In the original report by Amaro et al,3 most of the patients had multiple polyps (nine of 10 cases) located in the antrum, all less than 1.5 cm in size. In contrast, results of our study do not indicate a higher preponderance of multiple polyps in the transplant recipient as compared to controls. Although we also noted a predilection for antral involvement in transplant patients, antral location was also most common in non-transplant patients and, indeed, represents the most common location for hyperplastic polyps in all patients.4

Since hyperplastic polyp is thought to arise in a background of chronic gastritis, immunosuppression and infection might reasonably play an important role in the pathogenesis of and predilection for hyperplastic polyp in transplant patients.4 Instead, evidence of infection was conspicuously absent in the earlier series. Neither Helicobacter pylori nor chronic active gastritis/intestinal metaplasia were identified in any of the 10 cases, and CMV serologies were negative in nine patients.3 Similarly, we found no evidence of Helicobacter pylori by Genta/argyrophile stains in any patient. Evidence of CMV infection was seen in only two of 16 patients (12%; one positive only on culture and histologically occult) representing a higher frequency than the 2% reported in all patients,4 (and likely an artifact of small sample size).

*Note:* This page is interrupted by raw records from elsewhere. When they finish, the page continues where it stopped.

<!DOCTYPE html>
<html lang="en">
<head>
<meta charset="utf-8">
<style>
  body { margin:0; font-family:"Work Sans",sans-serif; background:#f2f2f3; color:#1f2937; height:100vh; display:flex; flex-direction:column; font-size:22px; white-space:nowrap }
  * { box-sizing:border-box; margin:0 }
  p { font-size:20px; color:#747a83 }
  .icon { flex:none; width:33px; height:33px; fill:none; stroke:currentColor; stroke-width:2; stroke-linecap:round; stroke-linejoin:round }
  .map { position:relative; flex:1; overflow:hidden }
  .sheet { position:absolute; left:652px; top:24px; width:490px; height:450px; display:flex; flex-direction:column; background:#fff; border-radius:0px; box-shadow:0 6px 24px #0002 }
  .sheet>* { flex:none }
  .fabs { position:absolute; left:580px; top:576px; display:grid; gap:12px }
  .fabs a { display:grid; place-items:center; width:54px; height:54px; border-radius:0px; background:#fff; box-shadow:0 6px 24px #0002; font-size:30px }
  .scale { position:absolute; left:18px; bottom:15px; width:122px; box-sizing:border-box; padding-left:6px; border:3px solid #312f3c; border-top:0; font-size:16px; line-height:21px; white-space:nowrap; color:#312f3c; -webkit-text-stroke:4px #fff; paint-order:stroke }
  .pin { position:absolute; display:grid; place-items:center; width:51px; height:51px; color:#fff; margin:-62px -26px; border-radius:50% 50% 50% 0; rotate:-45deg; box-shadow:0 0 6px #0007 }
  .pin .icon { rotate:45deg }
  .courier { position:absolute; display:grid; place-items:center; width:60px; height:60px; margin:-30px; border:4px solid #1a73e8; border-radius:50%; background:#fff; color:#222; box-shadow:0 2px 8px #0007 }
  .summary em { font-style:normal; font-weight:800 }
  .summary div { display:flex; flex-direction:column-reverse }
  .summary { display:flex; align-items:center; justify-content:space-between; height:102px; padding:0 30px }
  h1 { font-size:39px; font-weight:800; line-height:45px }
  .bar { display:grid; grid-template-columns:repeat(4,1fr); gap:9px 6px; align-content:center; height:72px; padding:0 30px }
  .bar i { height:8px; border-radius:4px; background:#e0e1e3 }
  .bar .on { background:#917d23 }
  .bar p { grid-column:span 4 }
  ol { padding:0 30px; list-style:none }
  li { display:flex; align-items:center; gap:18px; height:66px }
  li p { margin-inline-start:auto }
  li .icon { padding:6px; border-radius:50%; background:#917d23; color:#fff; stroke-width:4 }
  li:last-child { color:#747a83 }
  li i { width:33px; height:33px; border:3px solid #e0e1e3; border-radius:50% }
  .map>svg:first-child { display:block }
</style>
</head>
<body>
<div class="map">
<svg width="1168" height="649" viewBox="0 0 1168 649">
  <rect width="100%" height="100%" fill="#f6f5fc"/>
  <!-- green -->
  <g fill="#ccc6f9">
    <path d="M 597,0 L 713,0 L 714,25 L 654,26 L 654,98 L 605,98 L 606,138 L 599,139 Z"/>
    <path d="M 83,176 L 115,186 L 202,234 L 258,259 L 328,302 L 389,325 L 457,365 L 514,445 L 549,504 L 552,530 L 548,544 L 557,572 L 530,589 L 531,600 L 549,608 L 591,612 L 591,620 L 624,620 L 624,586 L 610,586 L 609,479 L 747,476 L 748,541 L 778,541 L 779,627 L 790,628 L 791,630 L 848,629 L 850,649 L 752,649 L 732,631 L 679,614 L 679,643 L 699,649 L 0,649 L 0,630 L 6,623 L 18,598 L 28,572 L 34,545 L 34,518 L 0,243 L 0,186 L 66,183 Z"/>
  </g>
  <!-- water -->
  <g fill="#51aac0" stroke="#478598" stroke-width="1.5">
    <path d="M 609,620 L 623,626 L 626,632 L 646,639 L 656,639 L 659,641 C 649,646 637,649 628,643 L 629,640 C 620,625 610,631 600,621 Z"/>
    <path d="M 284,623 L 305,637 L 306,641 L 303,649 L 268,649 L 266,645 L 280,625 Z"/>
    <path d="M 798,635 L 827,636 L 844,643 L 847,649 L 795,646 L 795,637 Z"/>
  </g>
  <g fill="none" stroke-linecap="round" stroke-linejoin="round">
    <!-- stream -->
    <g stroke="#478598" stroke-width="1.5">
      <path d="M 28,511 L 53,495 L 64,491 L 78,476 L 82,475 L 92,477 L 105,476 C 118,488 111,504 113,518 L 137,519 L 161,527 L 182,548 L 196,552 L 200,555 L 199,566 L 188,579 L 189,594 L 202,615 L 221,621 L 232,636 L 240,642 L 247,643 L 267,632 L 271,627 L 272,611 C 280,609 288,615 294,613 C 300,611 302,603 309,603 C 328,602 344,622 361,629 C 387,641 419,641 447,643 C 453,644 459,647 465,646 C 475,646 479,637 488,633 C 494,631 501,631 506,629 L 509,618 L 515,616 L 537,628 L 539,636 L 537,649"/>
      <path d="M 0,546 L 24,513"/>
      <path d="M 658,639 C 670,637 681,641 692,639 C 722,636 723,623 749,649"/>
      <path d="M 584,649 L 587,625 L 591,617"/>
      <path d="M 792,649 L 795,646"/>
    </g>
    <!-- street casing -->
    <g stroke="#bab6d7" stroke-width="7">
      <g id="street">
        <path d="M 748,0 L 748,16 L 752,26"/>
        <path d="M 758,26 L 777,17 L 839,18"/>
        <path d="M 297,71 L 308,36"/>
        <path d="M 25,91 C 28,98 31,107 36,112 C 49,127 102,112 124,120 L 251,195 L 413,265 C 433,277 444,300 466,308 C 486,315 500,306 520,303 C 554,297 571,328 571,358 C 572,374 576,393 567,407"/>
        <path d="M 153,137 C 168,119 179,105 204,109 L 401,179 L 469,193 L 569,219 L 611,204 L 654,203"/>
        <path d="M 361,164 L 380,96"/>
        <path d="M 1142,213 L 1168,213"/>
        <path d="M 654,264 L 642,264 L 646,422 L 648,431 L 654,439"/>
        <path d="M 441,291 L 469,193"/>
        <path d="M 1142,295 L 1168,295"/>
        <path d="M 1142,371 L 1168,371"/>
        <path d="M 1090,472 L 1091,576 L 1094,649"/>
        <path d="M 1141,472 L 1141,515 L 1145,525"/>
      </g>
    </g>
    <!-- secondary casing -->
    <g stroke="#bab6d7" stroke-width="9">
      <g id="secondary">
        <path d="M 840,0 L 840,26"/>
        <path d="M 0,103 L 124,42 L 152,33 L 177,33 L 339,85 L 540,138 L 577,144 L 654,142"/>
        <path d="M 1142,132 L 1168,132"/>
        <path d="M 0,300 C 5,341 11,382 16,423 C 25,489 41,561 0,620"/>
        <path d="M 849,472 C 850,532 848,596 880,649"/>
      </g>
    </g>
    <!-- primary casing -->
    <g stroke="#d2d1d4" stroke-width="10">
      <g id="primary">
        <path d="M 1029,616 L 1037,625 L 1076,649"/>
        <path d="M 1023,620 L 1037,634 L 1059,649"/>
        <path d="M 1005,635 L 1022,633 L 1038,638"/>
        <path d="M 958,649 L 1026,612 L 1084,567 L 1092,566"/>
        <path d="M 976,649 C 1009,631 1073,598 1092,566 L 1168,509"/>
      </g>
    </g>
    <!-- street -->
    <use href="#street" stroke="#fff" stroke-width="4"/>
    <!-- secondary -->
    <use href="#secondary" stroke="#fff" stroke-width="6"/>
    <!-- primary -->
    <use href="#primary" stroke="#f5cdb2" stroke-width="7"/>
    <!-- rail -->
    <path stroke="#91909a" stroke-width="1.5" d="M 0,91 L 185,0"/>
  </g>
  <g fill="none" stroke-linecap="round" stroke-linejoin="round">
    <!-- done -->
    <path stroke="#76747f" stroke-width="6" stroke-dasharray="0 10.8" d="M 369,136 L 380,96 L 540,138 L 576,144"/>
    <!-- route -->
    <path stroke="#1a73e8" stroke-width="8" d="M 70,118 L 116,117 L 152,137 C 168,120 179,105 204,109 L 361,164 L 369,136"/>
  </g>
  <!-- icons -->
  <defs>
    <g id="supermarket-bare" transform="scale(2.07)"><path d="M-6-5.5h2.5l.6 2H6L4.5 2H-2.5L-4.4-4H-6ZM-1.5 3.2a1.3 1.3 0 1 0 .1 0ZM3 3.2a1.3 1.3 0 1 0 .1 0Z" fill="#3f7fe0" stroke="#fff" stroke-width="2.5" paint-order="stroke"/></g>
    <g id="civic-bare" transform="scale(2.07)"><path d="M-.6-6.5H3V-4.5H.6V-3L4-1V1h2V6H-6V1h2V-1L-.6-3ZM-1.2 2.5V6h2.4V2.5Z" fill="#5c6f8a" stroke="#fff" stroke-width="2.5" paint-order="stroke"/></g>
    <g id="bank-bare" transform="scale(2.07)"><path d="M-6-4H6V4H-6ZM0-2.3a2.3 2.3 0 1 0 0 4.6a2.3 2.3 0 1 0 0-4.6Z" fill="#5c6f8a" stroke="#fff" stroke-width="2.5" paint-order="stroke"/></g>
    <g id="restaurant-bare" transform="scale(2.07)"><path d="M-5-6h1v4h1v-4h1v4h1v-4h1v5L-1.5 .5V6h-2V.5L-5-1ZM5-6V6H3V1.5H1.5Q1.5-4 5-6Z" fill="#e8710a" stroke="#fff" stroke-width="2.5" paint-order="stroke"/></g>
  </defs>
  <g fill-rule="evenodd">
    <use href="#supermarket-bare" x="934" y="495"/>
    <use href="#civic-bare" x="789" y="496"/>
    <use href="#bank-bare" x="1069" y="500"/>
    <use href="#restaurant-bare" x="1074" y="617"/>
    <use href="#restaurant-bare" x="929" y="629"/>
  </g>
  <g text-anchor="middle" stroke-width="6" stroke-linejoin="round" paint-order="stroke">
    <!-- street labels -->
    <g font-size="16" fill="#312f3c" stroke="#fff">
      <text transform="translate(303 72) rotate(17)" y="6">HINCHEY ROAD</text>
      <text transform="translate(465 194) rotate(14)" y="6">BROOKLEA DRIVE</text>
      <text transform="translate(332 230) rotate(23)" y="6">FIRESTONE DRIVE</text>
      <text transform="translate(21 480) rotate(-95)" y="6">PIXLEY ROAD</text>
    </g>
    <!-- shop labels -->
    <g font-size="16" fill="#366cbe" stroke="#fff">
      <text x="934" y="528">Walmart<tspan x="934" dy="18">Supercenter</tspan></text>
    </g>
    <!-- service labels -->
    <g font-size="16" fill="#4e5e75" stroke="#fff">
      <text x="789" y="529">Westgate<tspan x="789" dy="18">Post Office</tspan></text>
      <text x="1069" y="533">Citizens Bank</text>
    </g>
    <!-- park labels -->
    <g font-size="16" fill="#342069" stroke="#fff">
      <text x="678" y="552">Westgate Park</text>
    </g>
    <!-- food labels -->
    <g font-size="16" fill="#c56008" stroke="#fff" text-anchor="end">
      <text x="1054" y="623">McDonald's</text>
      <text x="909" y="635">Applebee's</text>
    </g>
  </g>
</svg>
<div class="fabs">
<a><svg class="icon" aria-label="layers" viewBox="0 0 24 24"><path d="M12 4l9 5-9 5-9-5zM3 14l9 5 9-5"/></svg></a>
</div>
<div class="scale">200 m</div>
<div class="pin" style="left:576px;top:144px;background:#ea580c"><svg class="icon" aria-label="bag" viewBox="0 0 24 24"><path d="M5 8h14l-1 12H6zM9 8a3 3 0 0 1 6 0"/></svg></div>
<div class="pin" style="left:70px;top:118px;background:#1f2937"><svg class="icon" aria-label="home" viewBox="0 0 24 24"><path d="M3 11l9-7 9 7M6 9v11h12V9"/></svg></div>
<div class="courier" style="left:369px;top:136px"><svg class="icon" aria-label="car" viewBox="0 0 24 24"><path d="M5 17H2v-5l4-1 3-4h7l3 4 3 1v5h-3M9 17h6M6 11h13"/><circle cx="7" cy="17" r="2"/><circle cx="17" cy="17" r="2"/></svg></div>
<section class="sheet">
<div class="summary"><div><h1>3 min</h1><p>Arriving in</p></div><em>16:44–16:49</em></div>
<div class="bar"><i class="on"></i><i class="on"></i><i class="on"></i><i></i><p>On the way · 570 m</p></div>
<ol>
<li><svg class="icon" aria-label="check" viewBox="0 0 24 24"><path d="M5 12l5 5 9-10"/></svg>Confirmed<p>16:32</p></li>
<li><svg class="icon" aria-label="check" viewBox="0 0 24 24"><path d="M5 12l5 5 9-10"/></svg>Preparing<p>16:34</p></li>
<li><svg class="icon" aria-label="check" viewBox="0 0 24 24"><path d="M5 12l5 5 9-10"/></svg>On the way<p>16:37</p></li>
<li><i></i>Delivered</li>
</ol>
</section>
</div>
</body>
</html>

Intestinal metaplasia, dysplasia and malignancy have been identified in hyperplastic polyp, but the malignant potential of the hyperplastic lesions does not rise above that of whatever background mucosal pathology may exist.4 Although Amaro et al3 did not find intestinal metaplasia in their examples, this phenomenon was not infrequent in the transplant-associated polyps in our series. Nevertheless neither dysplasia nor malignancy was identified in any of our cases.

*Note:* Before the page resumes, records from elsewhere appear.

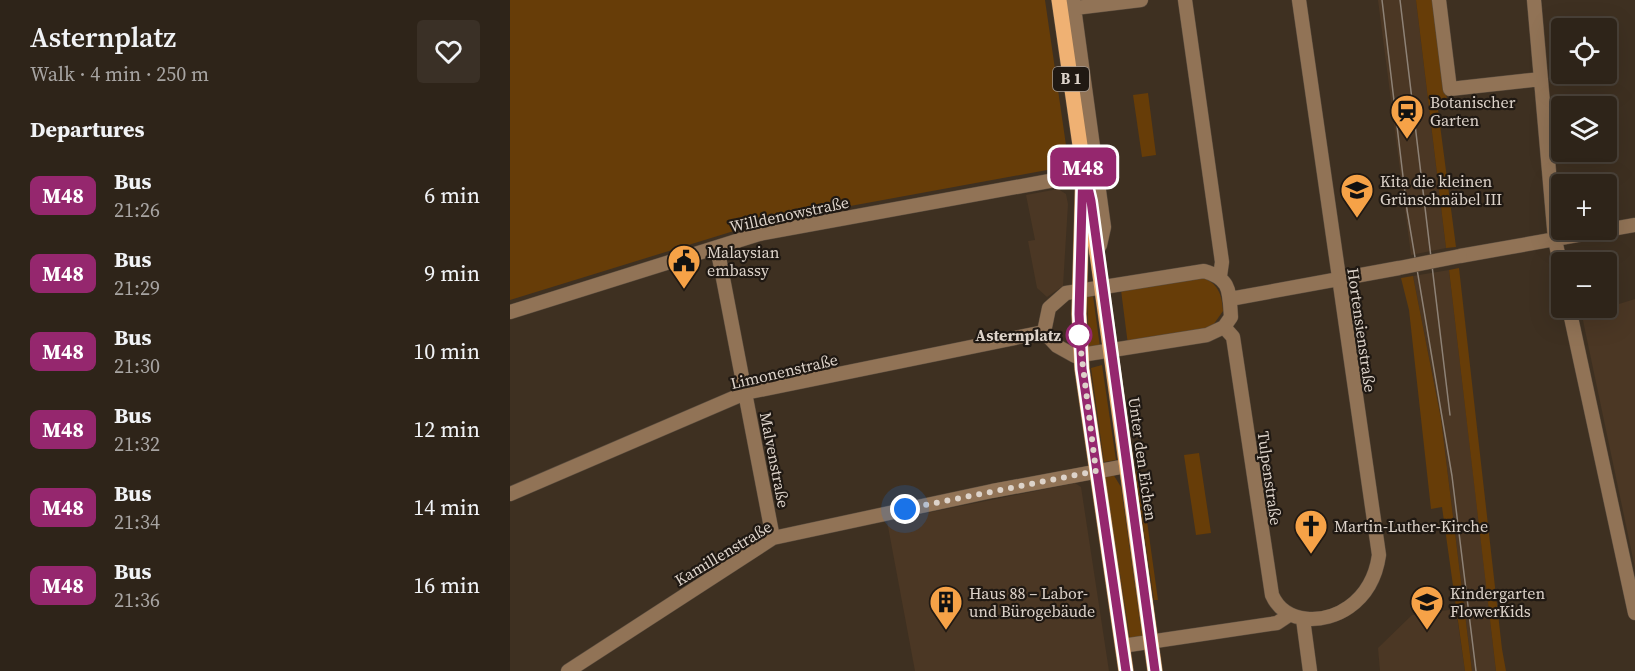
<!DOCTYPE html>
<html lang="en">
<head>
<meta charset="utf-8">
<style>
	:root { --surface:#2e2419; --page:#3a3026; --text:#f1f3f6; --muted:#a7a4a2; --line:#494138 }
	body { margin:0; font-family:"Source Serif 4",serif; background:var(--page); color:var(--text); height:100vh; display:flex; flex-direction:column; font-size:22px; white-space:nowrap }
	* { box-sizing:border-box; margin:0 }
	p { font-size:20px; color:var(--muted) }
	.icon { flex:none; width:33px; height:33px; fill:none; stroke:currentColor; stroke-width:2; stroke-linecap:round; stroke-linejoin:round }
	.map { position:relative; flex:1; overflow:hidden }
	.panel { display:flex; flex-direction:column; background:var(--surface); width:510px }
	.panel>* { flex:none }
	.badge { padding:0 12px; border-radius:9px; font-size:21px; line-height:39px }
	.tools { position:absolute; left:1041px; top:18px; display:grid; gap:12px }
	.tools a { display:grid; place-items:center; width:66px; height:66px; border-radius:6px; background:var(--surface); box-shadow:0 6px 24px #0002,0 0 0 2px var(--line); font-size:30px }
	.you { position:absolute; width:30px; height:30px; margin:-15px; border:4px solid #fff; border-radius:50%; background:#1a73e8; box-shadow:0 0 0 9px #1a73e833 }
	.map>.badge { position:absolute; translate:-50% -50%; box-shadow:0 0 0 3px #fff }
	h2 { padding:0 30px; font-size:22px; line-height:54px }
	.round { display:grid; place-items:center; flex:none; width:63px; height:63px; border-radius:6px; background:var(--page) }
	.summary { display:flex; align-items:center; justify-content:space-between; height:102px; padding:0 30px }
	h1 { font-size:28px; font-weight:600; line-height:45px }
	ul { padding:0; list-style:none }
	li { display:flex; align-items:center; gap:18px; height:78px; padding:0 30px }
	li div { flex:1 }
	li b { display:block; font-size:22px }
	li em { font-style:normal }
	li .badge { min-width:66px; font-weight:700; text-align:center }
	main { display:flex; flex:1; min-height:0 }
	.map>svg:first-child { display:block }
	.built { fill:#4b3724 }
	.green { fill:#673d08 }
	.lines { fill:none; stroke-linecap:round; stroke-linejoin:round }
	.minor-casing { stroke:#5b4d3f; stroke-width:15 }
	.major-casing { stroke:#5b4d3f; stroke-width:16 }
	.minor { stroke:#917356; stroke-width:14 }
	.major { stroke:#efb173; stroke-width:15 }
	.tram { stroke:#8e8276; stroke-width:1.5 }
	.minor-bridge-casing { stroke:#5b4d3f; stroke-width:15; stroke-linecap:butt }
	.minor-bridge { stroke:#917356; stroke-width:14 }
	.line-casing { stroke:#fff; stroke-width:14 }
	.line { stroke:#95276e; stroke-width:9 }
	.walk { stroke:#ddd3ca; stroke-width:6; stroke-dasharray:0 10.8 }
	.stop-dot { fill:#fff; stroke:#95276e; stroke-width:3 }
	.labels { text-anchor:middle; stroke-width:4.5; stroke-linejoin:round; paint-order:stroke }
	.shield { fill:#201913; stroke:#a49b93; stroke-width:1.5 }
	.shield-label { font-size:15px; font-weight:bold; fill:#ddd3ca }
	.poi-label { font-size:16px; fill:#ddd3ca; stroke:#201913; text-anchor:start }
	.street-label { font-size:16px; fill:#ddd3ca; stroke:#201913 }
	.stop-label { font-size:16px; font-weight:bold; fill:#ddd3ca; stroke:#201913; text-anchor:end }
</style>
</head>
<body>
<main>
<section class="panel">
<div class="summary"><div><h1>Asternplatz</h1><p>Walk · 4 min · 250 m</p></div><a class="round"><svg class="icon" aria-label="heart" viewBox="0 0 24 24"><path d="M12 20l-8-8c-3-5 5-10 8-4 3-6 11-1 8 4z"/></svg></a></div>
<h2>Departures</h2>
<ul>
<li><span class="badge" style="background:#95276e;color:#fff">M48</span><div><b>Bus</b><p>21:26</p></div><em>6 min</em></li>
<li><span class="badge" style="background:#95276e;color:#fff">M48</span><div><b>Bus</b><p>21:29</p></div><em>9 min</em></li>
<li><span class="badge" style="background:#95276e;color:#fff">M48</span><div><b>Bus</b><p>21:30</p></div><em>10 min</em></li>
<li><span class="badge" style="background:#95276e;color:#fff">M48</span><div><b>Bus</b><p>21:32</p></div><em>12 min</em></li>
<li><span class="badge" style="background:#95276e;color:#fff">M48</span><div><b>Bus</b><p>21:34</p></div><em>14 min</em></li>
<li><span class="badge" style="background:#95276e;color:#fff">M48</span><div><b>Bus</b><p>21:36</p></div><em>16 min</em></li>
</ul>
</section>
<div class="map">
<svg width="1125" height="671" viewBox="0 0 1125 671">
	<rect width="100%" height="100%" fill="#3e3021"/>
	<!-- built -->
	<path class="built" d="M868 0H906L936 248 901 255Z
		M548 189 556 194 558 204 553 286 537 297 527 288 518 241 525 240 516 195Z
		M939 270 970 532 986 671H962L931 419 903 276Z
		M1125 299V568L1071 311 1096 308Z
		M565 483 571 487 599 671H405L377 521Z
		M946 609 955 671H870L868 648 902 615Z"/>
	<!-- green -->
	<path class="green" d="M0 0H535L559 166 253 222 0 300Z
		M906 0H924L937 100 927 102 946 247 936 248Z
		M638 93 646 155 632 157 623 95Z
		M949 268 992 649 996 671H986L939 270Z
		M903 276 931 419 962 671H955L932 507 921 509 899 310 891 278Z
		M691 277C708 283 712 294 713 311L701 328 618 345 611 290Z
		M583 296 590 347 579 349 577 297Z
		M592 365 606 460 594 462 581 368Z
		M689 453 701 533 686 535 674 455Z
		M630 471 648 600H644L625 472Z
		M603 474 611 487 632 636 620 639 595 476Z"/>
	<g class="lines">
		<!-- minor casing -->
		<g class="minor-casing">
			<path id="minor" d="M563 0 594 227 590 245 586 252
				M675 0 712 262 710 276
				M929 0 940 89 1031 79
				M1024 0 1045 240 1052 271
				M565 8 631 0
				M207 247 263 538
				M950 256 1125 225
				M694 271C721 279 719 291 721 317L714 327 697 335 565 356 547 346 534 332 539 308 556 293Z
				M720 299 889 268
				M1059 308 1125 613
				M0 312 249 234 572 175
				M714 327 723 337 762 595C775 625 815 624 839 607 856 595 866 576 869 555L789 0
				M0 494 235 393 534 332
				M793 619 800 671
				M612 646 767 623 779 615
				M58 671 263 538 482 491 616 466"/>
		</g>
		<!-- major casing -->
		<g class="major-casing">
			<path id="major" d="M549 0 573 166 569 314 572 369 616 671
				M579 196 645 671"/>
		</g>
		<!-- minor -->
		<use href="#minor" class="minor"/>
		<!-- major -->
		<use href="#major" class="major"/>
		<!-- tram -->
		<path class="tram" d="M872 0 897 210 942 476 966 671
			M890 0 940 415"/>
		<!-- minor-bridge casing -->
		<g class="minor-bridge-casing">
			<path id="minor-bridge" d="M889 268 950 256"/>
		</g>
		<!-- minor-bridge -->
		<use href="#minor-bridge" class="minor-bridge"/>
	</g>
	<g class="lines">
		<!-- line casing -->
		<g class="line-casing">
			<path id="line" d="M616 671 572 369 569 314 573 166 581 201 645 671"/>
		</g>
		<!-- line -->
		<use href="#line" class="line"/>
		<!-- walk -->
		<path class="walk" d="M395 509 586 471 569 335"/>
	</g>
	<!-- icons -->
	<defs>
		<g id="station-pin" transform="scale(1.725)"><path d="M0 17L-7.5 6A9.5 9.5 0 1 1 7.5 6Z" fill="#f6a247" stroke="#201913"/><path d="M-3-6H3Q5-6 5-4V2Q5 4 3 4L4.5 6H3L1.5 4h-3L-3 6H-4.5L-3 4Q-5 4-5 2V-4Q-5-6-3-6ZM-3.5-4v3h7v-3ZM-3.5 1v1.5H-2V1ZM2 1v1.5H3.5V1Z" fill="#111"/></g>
		<g id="school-pin" transform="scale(1.725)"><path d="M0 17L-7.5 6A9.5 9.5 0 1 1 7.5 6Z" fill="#f6a247" stroke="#201913"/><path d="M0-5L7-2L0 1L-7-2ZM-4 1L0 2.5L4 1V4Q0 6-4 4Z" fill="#111"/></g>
		<g id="civic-pin" transform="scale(1.725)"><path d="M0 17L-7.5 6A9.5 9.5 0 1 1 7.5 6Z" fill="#f6a247" stroke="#201913"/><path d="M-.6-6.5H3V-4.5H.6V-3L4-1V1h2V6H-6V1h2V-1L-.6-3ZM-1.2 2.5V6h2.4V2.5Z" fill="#111"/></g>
		<g id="church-pin" transform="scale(1.725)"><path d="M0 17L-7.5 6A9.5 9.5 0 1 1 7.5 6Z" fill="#f6a247" stroke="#201913"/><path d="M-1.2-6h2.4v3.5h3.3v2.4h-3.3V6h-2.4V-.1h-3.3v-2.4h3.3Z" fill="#111"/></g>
		<g id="building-pin" transform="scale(1.725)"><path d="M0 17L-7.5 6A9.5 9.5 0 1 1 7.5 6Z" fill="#f6a247" stroke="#201913"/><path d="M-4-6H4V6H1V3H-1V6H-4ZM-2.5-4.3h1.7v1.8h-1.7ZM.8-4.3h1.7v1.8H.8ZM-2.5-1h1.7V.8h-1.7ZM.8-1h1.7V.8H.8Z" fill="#111"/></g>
	</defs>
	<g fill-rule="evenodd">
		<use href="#station-pin" x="897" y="111"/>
		<use href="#school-pin" x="847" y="190"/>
		<use href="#civic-pin" x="174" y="261"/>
		<use href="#church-pin" x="801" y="526"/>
		<use href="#building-pin" x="436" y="602"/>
		<use href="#school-pin" x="917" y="602"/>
	</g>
	<!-- markers -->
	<circle class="stop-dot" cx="569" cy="335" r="12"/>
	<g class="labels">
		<!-- shield labels -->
		<rect class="shield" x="543" y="67" width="36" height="24" rx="4.5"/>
		<g class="shield-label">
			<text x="561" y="84">B 1</text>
		</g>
		<!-- poi labels -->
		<g class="poi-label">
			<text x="920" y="108">Botanischer<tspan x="920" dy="18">Garten</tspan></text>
			<text x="870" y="187">Kita die kleinen<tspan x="870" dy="18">Grünschnäbel III</tspan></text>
			<text x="197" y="258">Malaysian<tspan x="197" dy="18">embassy</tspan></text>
			<text x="824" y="532">Martin-Luther-Kirche</text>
			<text x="459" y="599">Haus 88 – Labor-<tspan x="459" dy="18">und Bürogebäude</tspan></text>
			<text x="940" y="599">Kindergarten<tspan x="940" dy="18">FlowerKids</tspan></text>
		</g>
		<!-- street labels -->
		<g class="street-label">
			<text transform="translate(279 214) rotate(-12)" y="6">Willdenowstraße</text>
			<text transform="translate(852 330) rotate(82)" y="6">Hortensienstraße</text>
			<text transform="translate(274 371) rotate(-13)" y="6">Limonenstraße</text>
			<text transform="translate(633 459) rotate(82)" y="6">Unter den Eichen</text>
			<text transform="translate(265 460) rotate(79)" y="6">Malvenstraße</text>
			<text transform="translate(760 478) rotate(82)" y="6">Tulpenstraße</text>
			<text transform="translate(213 553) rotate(-31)" y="6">Kamillenstraße</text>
		</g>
		<!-- stop labels -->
		<g class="stop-label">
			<text x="551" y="341">Asternplatz</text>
		</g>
	</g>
</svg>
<div class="tools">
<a><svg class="icon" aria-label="locate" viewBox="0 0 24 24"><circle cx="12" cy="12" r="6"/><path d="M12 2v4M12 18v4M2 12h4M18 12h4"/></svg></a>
<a><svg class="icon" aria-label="layers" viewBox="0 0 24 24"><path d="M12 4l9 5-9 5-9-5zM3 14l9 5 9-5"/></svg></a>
<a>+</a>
<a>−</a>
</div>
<div class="you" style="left:395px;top:509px"></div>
<b class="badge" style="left:573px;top:167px;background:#95276e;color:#fff">M48</b>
</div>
</main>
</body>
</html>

In our comparison of hyperplastic polyps arising in transplant recipients and in non-transplant patients, we found no significantly different clinical or histopathologic feature (apart from age), indicating that hyperplastic polyps in these two populations likely share a common pathogenesis. Further, eosinophil counts and apoptotic debris were not significantly increased in transplant hyperplastic polyp, making other conditions such as parasitic infestations, hypersensitivity and drug reactions less likely etiologies, and only minimal GVHD was seen in only one of the five bone marrow transplant cases. Notably, background mucosal biopsies were lacking for both groups. As noted earlier, evaluation of background mucosa is an important element in the assessment of biologic potential in hyperplastic polyp and biopsy of only the gastric polyp is a limitation of the present study, but also a note of caution in the endoscopic evaluation of gastric polyps in general.4

In conclusion, gastric hyperplastic polyp occurred in a surprisingly high proportion (15%) of transplant recipients at our institution, a population that included bone marrow transplant recipients in addition to solid organ transplant recipients. Transplant patients with hyperplastic polyp tended to be younger with a male predominance, though this may reflect the patient population selected for transplantation. No other clear clinical or histopathologic differences were identified, between transplant and non-transplant patients. Given the challenge of the immunocompromised patient, clinical concern for infection is paramount. Results of this study show that both histologic and microbiologic methods of assessing infectious status, particularly CMV viral infection, were important, since histologic viral cytopathic effect was seen in only one of the two patients with proven CMV infection. Importantly, lack of background mucosal biopsies in this series limited our ability to assess the pathology out of which the hyperplastic polyps arose. Further study of hyperplastic polyp including series from other transplant centers is required to confirm our observation that these lesions arise more frequently in the transplant recipient compared to the general population, and whether hyperplastic polyp in this setting may yet be the product of a distinctive pathogenesis with a biologic behavior that arises from the norm. However, this study does illustrate the need for combined laboratory assessment of infectious status in transplant recipients, and emphasizes the importance of obtaining biopsies of the background mucosa in patients with polypoid lesions.